* PROBLEM REQUIREMENTS: Tell how many lines in the data below hold the string "stream"; give nothing but the number.

**** RECORDS FOR THE TASK ****

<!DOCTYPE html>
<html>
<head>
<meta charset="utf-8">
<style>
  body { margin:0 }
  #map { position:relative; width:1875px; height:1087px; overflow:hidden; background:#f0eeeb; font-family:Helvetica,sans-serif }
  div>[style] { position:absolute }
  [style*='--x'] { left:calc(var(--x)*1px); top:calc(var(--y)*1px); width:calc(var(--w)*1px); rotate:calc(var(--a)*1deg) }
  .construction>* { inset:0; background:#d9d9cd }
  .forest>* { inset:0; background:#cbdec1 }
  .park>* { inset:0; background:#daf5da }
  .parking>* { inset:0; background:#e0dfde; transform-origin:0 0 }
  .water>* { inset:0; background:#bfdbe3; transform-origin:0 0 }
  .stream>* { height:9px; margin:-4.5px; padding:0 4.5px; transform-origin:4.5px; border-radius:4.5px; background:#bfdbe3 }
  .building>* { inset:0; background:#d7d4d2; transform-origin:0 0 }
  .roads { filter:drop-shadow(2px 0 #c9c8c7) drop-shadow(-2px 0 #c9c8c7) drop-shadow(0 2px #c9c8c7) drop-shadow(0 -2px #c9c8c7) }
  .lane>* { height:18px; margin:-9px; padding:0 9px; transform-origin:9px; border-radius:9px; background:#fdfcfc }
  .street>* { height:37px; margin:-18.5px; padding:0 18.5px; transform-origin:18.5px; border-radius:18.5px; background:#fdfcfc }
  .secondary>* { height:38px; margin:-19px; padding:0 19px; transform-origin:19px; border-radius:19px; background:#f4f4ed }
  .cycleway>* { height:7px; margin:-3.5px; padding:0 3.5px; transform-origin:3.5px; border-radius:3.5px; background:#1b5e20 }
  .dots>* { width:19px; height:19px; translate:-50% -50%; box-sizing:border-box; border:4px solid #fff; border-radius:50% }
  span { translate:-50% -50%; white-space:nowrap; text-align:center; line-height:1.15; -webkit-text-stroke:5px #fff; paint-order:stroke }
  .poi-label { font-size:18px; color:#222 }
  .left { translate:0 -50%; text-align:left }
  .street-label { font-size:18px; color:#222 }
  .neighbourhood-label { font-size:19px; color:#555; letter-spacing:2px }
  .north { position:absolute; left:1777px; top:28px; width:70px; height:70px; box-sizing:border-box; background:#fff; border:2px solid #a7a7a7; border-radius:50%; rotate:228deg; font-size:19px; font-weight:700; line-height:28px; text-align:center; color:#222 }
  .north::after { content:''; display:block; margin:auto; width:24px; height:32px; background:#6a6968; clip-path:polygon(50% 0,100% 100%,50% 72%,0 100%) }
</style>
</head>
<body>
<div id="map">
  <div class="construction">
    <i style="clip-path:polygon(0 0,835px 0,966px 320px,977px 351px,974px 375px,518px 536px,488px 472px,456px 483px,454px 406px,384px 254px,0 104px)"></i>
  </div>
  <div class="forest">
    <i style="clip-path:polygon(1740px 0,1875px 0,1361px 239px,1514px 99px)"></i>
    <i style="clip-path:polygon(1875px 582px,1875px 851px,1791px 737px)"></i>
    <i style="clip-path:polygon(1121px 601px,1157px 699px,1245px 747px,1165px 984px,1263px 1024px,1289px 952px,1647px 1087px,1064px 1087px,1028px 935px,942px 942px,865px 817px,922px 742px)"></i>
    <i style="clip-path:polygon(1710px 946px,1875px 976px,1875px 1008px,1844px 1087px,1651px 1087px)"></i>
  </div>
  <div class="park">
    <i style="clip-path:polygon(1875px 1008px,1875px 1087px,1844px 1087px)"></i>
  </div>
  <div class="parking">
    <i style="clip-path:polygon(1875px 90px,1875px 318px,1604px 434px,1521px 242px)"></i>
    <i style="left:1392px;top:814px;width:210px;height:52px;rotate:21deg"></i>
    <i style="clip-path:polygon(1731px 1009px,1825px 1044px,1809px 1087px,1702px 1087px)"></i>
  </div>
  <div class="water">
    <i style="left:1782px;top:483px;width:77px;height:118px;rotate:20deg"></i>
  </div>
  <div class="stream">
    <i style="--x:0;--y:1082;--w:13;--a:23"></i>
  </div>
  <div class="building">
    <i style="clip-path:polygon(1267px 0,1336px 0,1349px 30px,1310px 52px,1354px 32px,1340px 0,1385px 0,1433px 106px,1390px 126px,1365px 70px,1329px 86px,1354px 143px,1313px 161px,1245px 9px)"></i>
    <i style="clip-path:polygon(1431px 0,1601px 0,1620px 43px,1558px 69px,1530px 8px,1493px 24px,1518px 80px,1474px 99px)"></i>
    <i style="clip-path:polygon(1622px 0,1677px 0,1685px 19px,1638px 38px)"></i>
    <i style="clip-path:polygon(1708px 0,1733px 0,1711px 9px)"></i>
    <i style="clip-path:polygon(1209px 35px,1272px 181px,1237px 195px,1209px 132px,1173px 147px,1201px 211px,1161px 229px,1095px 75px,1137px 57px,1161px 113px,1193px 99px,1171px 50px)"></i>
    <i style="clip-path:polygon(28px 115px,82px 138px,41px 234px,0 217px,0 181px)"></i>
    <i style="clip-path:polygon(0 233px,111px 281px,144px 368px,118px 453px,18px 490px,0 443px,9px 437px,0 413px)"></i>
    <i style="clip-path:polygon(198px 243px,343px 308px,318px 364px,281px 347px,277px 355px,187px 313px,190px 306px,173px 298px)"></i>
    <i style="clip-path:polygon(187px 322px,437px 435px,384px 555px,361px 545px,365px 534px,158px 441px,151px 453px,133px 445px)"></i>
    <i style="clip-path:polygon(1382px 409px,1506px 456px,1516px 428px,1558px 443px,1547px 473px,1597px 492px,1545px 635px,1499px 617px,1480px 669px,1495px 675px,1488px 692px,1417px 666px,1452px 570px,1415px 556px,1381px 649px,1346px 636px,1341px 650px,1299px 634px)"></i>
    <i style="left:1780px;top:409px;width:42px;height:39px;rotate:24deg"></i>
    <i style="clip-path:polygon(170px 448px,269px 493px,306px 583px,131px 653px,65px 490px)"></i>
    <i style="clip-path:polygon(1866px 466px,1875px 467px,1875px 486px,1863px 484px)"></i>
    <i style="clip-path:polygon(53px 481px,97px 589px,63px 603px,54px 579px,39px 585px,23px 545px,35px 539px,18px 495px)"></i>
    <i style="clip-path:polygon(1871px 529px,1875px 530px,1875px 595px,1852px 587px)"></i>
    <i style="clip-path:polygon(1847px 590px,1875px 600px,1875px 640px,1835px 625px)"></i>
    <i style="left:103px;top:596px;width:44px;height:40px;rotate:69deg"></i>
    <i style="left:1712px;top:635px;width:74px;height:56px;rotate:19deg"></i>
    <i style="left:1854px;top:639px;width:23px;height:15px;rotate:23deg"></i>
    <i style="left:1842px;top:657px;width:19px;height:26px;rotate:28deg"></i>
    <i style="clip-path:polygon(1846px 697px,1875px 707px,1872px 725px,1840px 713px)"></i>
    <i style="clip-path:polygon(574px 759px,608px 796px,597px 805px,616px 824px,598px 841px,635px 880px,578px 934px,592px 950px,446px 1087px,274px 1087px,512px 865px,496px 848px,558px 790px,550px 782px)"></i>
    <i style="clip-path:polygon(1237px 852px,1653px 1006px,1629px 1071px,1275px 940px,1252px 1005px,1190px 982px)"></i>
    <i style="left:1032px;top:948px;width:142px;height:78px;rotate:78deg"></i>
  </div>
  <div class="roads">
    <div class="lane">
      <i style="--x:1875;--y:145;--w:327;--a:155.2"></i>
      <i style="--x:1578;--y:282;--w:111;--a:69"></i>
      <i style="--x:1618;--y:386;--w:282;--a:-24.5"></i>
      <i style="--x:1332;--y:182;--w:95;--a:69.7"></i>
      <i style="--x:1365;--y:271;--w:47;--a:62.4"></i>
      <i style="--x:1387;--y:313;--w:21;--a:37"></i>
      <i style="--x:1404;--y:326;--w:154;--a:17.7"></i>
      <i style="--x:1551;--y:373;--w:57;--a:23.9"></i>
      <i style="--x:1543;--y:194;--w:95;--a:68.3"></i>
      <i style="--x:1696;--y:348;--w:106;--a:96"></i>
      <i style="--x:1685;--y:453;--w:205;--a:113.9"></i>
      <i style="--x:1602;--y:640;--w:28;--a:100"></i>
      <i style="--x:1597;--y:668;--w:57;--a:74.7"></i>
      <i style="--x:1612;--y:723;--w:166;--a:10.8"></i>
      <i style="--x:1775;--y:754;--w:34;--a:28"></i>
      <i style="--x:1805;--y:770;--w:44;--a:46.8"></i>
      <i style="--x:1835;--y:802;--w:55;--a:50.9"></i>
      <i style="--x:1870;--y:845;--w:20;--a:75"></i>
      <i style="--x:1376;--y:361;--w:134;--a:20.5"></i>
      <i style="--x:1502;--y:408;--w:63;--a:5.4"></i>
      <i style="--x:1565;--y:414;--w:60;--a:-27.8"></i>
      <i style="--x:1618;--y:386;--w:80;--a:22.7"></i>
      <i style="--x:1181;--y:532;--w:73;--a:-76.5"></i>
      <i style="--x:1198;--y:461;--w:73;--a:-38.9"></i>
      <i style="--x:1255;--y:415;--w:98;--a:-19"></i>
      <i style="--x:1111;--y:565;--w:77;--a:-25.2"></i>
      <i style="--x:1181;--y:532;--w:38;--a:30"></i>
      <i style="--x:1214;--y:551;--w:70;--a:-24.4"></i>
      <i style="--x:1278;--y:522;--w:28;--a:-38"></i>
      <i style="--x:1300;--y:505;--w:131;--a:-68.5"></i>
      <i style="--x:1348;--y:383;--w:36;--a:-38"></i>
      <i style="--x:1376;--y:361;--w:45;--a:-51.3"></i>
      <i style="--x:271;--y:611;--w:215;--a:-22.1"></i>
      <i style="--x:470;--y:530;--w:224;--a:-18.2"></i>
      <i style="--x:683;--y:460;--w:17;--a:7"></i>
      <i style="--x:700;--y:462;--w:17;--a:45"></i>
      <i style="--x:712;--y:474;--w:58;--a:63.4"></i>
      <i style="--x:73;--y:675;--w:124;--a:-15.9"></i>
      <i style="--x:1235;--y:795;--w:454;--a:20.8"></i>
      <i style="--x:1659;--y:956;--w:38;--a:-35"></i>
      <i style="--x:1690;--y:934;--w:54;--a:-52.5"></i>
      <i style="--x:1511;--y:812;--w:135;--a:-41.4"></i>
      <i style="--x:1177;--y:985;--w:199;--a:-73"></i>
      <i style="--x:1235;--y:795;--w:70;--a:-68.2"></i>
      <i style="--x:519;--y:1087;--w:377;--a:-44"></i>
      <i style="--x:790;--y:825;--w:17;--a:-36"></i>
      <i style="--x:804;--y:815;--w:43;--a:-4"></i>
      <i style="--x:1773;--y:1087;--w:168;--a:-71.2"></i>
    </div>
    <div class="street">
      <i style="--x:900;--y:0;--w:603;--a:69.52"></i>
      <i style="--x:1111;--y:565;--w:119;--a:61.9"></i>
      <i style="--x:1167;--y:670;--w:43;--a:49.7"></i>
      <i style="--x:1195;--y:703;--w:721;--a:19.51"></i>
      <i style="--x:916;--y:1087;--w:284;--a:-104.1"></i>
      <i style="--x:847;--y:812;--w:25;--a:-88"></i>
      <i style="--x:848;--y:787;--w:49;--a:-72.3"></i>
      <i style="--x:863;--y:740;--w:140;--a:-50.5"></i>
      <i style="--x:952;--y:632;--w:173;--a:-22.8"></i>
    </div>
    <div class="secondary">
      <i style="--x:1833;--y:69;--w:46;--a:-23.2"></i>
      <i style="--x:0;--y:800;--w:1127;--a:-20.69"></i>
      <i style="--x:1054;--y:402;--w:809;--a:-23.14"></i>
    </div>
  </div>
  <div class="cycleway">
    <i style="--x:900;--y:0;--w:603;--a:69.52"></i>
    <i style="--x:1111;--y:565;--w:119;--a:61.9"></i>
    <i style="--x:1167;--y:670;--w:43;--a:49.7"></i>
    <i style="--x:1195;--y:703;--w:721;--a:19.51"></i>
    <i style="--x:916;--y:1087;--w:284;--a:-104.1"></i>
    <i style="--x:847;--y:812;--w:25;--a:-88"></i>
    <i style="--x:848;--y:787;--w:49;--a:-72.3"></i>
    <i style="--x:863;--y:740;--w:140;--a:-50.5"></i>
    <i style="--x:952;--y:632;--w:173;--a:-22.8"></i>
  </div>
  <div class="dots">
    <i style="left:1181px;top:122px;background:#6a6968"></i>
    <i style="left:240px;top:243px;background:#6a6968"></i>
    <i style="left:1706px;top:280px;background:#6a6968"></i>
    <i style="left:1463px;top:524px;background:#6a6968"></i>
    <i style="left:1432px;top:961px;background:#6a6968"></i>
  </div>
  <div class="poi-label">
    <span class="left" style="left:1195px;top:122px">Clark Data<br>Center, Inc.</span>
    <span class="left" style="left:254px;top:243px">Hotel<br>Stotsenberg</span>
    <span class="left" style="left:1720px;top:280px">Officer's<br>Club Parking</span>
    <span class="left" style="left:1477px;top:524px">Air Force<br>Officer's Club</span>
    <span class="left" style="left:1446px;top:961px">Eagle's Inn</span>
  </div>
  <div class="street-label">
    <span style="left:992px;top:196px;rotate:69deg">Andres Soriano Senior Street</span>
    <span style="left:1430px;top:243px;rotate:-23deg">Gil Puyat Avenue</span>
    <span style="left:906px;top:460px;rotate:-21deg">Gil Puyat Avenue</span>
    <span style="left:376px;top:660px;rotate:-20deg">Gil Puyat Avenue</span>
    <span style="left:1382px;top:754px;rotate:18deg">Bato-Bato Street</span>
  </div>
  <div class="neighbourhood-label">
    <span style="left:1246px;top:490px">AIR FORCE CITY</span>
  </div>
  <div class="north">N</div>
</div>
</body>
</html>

****

* FINISHED EXERCISE: 2